*** Block opens ***
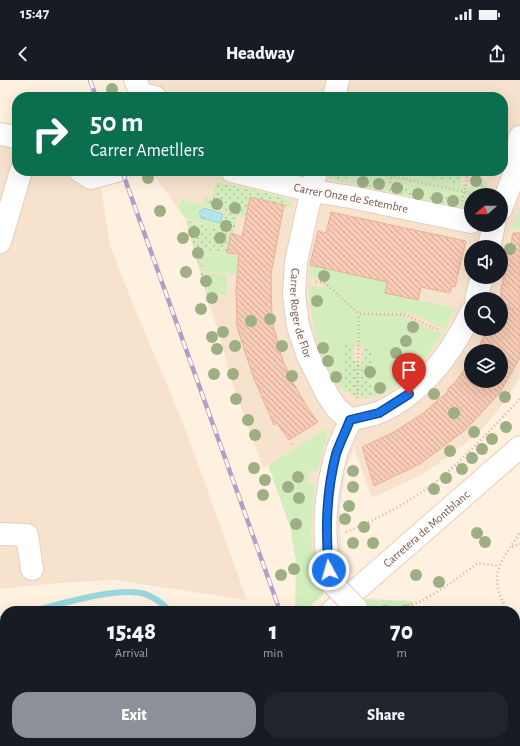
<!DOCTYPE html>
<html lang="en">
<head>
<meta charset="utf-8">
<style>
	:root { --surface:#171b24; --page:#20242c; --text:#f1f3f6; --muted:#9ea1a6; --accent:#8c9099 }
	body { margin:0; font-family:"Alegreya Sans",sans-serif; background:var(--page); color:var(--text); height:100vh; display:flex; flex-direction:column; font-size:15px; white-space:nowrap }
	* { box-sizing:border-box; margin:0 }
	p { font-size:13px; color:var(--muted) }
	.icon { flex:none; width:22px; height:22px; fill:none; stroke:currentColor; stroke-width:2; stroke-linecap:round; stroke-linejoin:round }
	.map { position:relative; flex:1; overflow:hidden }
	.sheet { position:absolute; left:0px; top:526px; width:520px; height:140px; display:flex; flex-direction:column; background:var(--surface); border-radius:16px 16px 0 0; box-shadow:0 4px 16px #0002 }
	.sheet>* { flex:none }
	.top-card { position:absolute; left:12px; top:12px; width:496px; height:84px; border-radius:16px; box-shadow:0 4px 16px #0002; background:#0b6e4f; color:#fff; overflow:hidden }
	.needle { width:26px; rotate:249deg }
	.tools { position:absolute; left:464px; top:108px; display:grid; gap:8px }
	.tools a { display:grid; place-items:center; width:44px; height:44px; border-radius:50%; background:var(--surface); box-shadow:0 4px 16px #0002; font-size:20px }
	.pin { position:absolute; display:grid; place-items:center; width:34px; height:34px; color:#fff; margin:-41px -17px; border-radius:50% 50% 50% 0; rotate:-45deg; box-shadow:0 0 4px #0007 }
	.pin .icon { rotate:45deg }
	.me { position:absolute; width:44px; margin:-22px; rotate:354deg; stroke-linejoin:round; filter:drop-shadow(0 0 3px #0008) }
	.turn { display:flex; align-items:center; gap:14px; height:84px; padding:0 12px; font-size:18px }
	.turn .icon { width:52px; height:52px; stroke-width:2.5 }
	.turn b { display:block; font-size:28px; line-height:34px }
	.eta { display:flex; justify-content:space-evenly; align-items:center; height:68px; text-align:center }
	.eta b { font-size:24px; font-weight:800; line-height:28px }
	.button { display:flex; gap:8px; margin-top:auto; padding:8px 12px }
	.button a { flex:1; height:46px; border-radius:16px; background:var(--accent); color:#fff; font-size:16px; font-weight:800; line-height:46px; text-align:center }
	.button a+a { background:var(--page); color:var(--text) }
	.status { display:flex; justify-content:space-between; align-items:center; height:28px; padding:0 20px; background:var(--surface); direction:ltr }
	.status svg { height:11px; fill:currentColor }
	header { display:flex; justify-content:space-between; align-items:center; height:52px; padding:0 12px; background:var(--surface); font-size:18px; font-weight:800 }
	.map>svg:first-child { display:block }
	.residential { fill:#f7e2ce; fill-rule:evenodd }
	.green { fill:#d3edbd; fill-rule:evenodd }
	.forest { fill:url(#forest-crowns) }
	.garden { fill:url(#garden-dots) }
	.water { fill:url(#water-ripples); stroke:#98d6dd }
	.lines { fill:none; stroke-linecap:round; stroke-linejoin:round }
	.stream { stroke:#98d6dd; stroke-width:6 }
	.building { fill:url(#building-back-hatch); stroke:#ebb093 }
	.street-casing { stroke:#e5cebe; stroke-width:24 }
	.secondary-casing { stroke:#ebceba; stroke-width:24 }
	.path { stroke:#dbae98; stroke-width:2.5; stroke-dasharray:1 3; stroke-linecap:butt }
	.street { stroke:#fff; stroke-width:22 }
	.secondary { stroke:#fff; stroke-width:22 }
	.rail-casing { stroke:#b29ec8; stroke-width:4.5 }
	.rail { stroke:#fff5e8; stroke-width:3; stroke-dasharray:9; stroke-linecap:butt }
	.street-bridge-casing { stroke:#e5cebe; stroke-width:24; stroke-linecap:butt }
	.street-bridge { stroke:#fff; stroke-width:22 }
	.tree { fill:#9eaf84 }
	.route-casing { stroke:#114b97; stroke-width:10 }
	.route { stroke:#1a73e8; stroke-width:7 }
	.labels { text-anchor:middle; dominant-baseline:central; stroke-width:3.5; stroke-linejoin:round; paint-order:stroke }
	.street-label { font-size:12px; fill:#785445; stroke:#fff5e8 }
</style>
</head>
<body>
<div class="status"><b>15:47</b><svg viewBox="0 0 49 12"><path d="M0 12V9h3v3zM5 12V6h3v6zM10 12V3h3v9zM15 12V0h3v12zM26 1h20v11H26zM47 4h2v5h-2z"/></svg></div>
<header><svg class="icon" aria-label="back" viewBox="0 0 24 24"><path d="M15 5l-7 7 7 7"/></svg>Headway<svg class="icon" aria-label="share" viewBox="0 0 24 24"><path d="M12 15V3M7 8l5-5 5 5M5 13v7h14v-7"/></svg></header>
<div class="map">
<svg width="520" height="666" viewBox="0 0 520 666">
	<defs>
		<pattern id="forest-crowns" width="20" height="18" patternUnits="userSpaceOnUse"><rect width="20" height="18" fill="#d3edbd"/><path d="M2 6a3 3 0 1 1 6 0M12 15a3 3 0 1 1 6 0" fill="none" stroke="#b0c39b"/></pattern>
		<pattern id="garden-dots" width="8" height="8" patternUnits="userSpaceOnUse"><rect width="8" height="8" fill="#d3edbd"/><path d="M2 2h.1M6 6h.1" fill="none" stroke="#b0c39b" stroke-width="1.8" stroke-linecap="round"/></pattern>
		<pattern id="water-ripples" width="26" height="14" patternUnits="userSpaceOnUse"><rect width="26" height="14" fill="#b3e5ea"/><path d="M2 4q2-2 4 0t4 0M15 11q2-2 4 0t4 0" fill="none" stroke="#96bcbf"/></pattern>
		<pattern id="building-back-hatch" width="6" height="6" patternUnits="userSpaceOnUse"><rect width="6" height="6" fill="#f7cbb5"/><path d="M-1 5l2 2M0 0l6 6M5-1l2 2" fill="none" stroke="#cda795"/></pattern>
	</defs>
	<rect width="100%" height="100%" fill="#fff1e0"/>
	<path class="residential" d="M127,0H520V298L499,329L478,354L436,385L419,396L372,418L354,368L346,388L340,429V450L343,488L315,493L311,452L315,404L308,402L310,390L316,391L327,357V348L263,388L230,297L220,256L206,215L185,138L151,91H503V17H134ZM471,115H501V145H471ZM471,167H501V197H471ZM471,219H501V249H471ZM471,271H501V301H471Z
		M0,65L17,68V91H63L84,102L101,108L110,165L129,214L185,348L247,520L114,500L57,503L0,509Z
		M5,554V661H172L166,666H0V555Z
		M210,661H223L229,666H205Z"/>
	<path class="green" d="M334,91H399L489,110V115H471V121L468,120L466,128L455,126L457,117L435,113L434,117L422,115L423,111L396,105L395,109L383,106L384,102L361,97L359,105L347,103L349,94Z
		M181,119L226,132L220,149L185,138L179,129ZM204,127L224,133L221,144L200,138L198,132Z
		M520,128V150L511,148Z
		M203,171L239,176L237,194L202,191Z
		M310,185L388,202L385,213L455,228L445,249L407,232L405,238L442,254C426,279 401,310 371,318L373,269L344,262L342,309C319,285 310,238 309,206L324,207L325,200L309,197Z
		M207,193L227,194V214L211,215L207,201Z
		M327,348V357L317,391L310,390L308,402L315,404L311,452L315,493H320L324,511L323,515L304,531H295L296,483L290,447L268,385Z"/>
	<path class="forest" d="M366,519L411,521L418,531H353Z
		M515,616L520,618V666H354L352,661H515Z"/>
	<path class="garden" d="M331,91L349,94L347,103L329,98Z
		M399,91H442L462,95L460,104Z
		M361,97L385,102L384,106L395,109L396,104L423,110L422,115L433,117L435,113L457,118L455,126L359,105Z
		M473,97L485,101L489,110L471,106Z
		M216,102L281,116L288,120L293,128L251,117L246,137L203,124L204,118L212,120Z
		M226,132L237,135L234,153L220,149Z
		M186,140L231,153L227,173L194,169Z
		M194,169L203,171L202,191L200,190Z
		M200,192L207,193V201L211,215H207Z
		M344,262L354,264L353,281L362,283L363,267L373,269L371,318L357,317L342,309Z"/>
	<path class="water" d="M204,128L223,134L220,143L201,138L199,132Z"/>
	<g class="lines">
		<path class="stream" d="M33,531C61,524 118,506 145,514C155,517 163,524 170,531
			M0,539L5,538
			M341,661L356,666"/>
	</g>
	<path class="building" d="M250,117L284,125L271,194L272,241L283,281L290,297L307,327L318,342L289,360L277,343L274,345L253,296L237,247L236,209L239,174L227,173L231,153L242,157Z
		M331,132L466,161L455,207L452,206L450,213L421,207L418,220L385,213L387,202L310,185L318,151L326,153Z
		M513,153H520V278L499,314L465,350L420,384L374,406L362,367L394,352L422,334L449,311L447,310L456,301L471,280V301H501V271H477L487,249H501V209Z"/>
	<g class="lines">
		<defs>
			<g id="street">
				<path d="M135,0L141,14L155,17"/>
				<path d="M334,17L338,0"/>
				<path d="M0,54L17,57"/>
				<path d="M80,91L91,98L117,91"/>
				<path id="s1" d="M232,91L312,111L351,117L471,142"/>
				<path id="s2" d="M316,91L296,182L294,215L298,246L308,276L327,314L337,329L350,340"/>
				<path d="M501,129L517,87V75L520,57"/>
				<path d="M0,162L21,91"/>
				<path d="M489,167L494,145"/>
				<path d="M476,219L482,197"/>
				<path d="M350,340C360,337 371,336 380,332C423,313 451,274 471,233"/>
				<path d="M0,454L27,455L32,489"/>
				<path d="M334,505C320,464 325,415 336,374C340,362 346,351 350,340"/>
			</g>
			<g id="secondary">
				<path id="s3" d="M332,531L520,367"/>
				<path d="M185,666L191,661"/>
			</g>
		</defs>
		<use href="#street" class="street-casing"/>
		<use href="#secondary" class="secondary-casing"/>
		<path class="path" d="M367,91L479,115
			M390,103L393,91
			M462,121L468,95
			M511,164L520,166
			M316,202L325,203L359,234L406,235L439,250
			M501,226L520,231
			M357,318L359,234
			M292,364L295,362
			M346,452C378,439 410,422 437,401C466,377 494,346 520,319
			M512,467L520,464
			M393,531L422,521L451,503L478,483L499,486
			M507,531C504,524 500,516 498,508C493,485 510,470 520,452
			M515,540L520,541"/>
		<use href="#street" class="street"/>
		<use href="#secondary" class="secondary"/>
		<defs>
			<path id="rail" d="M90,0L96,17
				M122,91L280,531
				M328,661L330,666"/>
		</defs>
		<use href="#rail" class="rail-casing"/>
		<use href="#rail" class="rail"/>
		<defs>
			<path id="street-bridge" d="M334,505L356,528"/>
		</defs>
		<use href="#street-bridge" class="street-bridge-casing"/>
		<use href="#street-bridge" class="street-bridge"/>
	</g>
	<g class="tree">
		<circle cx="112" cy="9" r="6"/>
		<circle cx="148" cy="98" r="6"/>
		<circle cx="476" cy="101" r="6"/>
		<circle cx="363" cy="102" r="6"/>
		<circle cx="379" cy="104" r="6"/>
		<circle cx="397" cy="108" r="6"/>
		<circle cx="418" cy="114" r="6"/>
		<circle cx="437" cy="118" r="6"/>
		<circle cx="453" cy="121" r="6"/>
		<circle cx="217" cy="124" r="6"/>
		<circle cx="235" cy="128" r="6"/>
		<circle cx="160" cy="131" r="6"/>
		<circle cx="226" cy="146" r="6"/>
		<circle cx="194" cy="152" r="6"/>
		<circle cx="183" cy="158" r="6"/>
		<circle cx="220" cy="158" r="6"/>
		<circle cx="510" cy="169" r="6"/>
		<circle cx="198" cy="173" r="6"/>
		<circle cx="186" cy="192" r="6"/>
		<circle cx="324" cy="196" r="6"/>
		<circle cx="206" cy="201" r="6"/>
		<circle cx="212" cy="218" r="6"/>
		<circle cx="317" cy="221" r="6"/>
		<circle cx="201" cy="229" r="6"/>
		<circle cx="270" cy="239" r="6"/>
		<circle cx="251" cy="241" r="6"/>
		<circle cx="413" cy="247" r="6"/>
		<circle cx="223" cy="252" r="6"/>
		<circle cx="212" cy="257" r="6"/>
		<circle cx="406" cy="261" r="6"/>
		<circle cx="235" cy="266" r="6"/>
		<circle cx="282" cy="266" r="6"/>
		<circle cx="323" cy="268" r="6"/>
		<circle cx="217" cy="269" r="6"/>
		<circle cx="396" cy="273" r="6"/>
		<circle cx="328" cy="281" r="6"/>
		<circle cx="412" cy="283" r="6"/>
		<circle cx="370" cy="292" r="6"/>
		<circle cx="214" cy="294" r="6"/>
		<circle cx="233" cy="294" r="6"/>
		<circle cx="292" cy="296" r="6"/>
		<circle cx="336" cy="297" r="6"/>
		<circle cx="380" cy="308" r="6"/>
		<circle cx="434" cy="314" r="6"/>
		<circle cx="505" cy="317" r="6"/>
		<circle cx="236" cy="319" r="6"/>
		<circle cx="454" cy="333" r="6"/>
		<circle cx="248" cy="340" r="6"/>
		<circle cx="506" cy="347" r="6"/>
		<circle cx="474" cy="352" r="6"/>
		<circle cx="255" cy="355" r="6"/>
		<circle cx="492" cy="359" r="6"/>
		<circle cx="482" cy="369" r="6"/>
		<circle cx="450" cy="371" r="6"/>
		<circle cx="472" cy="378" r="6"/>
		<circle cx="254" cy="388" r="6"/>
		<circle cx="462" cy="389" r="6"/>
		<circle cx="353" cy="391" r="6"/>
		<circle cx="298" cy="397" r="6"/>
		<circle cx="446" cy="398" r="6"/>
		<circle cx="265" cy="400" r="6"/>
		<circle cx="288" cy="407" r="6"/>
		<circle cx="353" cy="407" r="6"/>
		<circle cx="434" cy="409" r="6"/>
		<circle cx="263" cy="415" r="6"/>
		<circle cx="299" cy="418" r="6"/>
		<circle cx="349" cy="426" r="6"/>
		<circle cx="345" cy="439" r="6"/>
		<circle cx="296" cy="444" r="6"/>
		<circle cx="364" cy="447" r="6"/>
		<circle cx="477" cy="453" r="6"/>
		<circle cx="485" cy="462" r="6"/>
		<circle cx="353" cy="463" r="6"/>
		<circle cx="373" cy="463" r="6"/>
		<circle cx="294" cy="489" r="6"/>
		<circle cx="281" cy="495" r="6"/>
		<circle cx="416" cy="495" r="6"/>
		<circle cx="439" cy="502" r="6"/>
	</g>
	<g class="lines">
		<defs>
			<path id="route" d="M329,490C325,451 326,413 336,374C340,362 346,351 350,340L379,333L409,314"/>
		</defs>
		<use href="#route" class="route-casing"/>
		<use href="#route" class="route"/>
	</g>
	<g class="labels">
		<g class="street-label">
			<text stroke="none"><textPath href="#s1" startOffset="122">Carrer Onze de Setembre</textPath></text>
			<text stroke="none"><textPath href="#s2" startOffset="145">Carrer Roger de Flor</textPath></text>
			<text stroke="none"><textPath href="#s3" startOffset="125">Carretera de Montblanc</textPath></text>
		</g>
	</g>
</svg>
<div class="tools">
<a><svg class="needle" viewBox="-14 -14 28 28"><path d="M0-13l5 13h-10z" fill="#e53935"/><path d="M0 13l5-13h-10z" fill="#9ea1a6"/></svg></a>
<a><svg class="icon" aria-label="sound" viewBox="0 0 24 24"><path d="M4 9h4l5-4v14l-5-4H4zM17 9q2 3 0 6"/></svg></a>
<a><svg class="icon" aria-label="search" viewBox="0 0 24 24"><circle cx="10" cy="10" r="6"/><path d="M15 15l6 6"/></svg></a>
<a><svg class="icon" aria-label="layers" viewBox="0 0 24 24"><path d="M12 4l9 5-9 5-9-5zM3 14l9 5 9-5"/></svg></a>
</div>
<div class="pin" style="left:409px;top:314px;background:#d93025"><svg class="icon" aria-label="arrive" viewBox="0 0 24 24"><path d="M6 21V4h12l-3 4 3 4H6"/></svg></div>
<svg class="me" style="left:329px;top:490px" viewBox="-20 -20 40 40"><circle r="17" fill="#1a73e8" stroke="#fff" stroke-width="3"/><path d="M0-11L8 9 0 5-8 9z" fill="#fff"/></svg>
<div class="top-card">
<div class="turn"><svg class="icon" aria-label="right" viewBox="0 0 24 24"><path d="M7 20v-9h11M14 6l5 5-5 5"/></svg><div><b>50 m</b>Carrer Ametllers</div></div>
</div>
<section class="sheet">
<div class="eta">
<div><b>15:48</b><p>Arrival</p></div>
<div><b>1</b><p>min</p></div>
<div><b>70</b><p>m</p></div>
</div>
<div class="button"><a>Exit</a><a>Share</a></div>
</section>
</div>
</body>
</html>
*** Block closes ***
The lines wanted run from the first one in the material above through the line containing "position:relative; flex:1; overflow:hidden"; give them again exactly, leaving out the pictures.

• _Written response_:
<!DOCTYPE html>
<html lang="en">
<head>
<meta charset="utf-8">
<style>
	:root { --surface:#171b24; --page:#20242c; --text:#f1f3f6; --muted:#9ea1a6; --accent:#8c9099 }
	body { margin:0; font-family:"Alegreya Sans",sans-serif; background:var(--page); color:var(--text); height:100vh; display:flex; flex-direction:column; font-size:15px; white-space:nowrap }
	* { box-sizing:border-box; margin:0 }
	p { font-size:13px; color:var(--muted) }
	.icon { flex:none; width:22px; height:22px; fill:none; stroke:currentColor; stroke-width:2; stroke-linecap:round; stroke-linejoin:round }
	.map { position:relative; flex:1; overflow:hidden }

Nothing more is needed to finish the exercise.